Dziewczyny lubią Hey

…a chłopcy lubią math metal, true ambient oraz naszego WuWunio – tak przynajmniej wynika ze statystyk Last.fm. Jak na dane ogólnoglobalne reprezentacja Polski jest nadspodziewanie liczna: KSU, Zielone Żabki, (Maria?) Awaria…

A tymczasem rok po naszej dyskusji w wątku Czego się wstydzimy postacią najczęściej kasowaną z akt Last.fm wciąż jeszcze bardziej jest Lady Gaga:

1. Lady Gaga – Bad Romance
2. Lady Gaga – Poker Face
3. Lady Gaga – Alejandro
4. Lady Gaga – Paparazzi
5. Ke$ha – TiK ToK
6. Lady Gaga – LoveGame
7. Lady Gaga – Monster
8. Lady Gaga – Just Dance
9. Justin Bieber – One Time
10. Lady Gaga – Dance In The Dark

Fine.




5 komentarzy

  1. Pablo Renato pisze:

    Kiedyś miałem nawet śmieszną przygodę z last.fm, bo miałem tam pracować. Na rozmowie kwalifikacyjnej pani stwierdziła wtedy, że nie rozumie, skąd ta popularność lasta w Polszy.
    Z okazji nie skorzystałem, bo w londyńskiej siedzibie płacili coś koło 300 funciaków miesięcznie, co jest właściwie wolontariatem.
    A po rozmowie z kierownictwem doszedłem do wniosku, że projekt nie ma wielkiej przyszłości (padły pytania w stylu: „Czy są już w Polsce jakieś magazyny muzyczne?
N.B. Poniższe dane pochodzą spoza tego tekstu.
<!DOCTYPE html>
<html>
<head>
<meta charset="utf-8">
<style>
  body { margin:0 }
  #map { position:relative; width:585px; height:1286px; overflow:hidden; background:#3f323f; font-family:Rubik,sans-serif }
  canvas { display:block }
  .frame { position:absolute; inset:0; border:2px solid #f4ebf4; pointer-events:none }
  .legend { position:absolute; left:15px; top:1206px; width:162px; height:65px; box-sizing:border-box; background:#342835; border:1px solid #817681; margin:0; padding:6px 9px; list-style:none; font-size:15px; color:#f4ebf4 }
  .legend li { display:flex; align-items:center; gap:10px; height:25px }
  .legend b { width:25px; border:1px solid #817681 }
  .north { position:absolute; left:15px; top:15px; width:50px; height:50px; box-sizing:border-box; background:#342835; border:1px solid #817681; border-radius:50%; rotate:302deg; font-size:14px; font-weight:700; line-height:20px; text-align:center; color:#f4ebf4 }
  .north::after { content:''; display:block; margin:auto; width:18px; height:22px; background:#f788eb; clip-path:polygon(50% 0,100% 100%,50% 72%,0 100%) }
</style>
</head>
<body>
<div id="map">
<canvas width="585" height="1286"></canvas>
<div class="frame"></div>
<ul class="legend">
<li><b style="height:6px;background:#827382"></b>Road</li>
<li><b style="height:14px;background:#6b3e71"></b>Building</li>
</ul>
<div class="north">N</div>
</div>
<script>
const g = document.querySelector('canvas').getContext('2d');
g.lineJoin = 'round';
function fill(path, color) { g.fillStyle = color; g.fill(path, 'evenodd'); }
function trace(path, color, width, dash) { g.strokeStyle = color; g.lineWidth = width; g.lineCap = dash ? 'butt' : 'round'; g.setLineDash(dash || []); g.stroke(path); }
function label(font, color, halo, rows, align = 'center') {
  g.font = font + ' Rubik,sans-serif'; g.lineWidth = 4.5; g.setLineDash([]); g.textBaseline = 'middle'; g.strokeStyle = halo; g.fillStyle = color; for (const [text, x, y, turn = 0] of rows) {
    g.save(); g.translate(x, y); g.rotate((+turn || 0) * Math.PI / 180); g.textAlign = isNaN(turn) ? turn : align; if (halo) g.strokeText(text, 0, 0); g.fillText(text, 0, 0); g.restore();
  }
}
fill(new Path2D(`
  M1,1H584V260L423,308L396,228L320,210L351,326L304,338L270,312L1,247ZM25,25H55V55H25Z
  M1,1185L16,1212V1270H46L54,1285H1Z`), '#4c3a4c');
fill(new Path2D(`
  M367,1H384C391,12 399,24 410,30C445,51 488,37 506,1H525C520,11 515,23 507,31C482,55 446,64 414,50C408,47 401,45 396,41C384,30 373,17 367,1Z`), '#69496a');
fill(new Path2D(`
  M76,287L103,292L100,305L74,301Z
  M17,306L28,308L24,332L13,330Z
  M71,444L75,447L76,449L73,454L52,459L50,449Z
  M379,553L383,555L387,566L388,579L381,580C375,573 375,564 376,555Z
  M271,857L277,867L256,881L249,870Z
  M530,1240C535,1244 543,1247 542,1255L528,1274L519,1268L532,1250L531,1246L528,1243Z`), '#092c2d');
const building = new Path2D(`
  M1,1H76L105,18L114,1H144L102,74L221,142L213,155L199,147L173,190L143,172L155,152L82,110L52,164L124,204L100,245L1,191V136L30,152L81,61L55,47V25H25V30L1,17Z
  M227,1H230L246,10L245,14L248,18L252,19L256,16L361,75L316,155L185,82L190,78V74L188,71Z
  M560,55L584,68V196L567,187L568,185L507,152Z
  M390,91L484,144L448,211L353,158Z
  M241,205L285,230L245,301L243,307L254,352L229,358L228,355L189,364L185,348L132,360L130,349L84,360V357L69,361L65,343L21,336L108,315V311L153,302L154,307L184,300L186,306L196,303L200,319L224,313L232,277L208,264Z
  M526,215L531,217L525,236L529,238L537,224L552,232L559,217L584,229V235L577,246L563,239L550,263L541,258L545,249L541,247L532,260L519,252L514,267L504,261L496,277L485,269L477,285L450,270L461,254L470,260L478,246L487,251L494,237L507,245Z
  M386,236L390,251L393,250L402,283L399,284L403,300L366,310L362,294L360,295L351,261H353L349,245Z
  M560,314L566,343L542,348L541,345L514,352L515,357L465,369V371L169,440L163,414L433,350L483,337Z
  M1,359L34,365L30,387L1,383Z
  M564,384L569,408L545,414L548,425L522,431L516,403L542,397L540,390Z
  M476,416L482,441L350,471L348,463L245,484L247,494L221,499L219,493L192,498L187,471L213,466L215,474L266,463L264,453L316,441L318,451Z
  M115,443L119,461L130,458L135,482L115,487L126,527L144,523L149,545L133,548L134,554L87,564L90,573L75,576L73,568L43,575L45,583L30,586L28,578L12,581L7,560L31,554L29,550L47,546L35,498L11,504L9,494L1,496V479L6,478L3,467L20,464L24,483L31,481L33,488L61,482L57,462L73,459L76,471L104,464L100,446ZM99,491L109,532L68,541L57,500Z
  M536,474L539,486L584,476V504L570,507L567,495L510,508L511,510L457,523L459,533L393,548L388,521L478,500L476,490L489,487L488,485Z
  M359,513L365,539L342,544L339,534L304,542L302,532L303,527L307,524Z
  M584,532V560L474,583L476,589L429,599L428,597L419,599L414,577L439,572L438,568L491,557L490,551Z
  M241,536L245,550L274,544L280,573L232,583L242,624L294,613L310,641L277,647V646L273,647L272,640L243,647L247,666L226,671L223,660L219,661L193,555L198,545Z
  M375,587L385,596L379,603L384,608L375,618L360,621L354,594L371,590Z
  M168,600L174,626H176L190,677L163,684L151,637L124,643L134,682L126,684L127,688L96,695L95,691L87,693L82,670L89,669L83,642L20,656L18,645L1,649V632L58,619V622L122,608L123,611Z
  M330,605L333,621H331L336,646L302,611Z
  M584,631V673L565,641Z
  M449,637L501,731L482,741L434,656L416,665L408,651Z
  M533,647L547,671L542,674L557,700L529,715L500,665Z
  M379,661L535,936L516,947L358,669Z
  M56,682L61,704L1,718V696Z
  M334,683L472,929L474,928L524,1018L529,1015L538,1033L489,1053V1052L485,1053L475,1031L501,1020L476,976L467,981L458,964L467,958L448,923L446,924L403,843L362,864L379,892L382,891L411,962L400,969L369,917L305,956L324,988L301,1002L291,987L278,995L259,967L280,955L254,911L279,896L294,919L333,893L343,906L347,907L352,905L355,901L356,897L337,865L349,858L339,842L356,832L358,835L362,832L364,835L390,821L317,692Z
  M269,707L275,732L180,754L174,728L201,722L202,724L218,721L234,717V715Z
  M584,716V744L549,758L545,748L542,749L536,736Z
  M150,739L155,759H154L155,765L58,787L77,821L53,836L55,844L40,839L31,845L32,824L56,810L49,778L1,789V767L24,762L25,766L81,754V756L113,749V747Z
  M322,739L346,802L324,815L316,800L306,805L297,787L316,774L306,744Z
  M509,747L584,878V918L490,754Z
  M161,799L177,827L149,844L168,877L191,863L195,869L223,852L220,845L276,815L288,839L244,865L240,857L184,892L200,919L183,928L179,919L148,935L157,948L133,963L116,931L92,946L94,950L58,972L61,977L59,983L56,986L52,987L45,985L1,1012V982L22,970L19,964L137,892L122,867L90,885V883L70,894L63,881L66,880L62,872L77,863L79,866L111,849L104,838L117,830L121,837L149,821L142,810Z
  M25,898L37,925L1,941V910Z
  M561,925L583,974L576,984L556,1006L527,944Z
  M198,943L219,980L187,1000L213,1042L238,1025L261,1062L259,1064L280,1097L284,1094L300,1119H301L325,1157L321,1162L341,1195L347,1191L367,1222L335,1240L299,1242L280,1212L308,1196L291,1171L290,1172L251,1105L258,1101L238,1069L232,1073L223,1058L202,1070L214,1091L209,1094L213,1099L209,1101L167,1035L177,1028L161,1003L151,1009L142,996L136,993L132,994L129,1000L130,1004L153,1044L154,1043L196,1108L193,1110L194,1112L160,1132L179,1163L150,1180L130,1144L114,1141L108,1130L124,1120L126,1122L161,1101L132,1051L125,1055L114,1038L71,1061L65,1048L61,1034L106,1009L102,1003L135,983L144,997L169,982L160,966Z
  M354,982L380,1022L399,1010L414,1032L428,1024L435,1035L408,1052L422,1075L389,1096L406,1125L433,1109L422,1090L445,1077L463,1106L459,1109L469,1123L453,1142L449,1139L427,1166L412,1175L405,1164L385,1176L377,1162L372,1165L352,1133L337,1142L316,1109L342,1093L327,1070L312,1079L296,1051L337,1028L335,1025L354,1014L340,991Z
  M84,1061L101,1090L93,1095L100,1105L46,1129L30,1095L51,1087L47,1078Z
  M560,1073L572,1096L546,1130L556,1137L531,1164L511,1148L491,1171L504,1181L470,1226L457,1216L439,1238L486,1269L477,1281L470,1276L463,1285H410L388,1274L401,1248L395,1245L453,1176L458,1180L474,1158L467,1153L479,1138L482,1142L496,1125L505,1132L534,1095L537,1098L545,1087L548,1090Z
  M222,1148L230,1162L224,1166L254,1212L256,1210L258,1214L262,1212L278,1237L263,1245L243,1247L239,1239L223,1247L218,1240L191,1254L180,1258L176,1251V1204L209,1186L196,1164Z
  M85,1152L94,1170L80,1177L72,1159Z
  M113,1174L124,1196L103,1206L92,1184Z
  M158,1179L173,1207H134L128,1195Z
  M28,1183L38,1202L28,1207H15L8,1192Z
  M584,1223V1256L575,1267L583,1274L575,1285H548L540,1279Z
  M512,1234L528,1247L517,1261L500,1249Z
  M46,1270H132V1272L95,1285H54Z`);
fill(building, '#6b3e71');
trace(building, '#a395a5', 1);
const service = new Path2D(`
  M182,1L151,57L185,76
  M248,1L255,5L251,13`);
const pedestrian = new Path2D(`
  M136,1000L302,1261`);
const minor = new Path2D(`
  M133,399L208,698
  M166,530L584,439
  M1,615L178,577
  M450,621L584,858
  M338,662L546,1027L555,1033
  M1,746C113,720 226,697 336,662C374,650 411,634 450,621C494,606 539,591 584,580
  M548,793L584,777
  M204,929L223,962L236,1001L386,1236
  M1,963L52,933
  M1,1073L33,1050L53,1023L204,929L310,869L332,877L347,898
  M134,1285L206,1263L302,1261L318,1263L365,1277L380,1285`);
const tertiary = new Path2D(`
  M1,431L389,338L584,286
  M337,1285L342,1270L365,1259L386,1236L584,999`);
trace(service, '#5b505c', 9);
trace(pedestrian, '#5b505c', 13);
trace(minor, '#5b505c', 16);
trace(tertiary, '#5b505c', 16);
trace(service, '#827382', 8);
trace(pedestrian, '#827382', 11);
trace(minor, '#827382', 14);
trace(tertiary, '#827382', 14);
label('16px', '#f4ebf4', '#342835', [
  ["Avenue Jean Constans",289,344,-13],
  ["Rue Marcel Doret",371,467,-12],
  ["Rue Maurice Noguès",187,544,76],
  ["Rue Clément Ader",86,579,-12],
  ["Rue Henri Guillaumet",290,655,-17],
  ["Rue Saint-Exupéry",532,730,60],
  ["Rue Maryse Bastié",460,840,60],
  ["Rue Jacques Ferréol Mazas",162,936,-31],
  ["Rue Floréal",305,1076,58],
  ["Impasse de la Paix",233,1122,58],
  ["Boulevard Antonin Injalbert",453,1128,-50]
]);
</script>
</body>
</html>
A portale?”)

  2. Marceli Szpak pisze:

    Oftopicznie do klipa – It’s like Cinematic Orchestra, but you know… hidden.

    (strasznie wtórny ten materiał na płycie)

  3. Mariusz Herma pisze:

    Bodaj trzy kawałki bronią się zwykłą urodą, bo pomysły – średnio sprzed 15 lat. Całość sprawdza się jako ambient czytelniczy.

  4. iammacio pisze:

    ej, Pablo, a kiedy to było? bo pamietam wizyty pana od last.fm na ktorejs edycji new directions i jego zdziwienie jak opowiadal o serwisie, a my ze znamy. placa niewielka jak na tamte warunki, ale moja dziewczyna 2lata temu na wolontariacie dostawala tygodniowke 30funtow (mieszkanie + jedzenie miala juz zapewnione). to mogla byc niezla przygoda. teraz to bym w spotify sprobowal;]

  5. Pablo Renato pisze:

    @ iammacio

    Cztery lata temu bodajże. Tak, niezła przygoda mogła być, z rodzaju tych extreme reality show: „jak długo można jechać na zupkach w proszku i nie trafić do szpitala”:)

    W tym samym czasie zarabiałem 1500 kłidów miesięczne dosłownie za gapienie się w ścianę i spacery w tę i z powrotem po przepastnym magazynie z książkami. Zresztą tego też nie wytrzymałem. Ileż można pozorować robotę?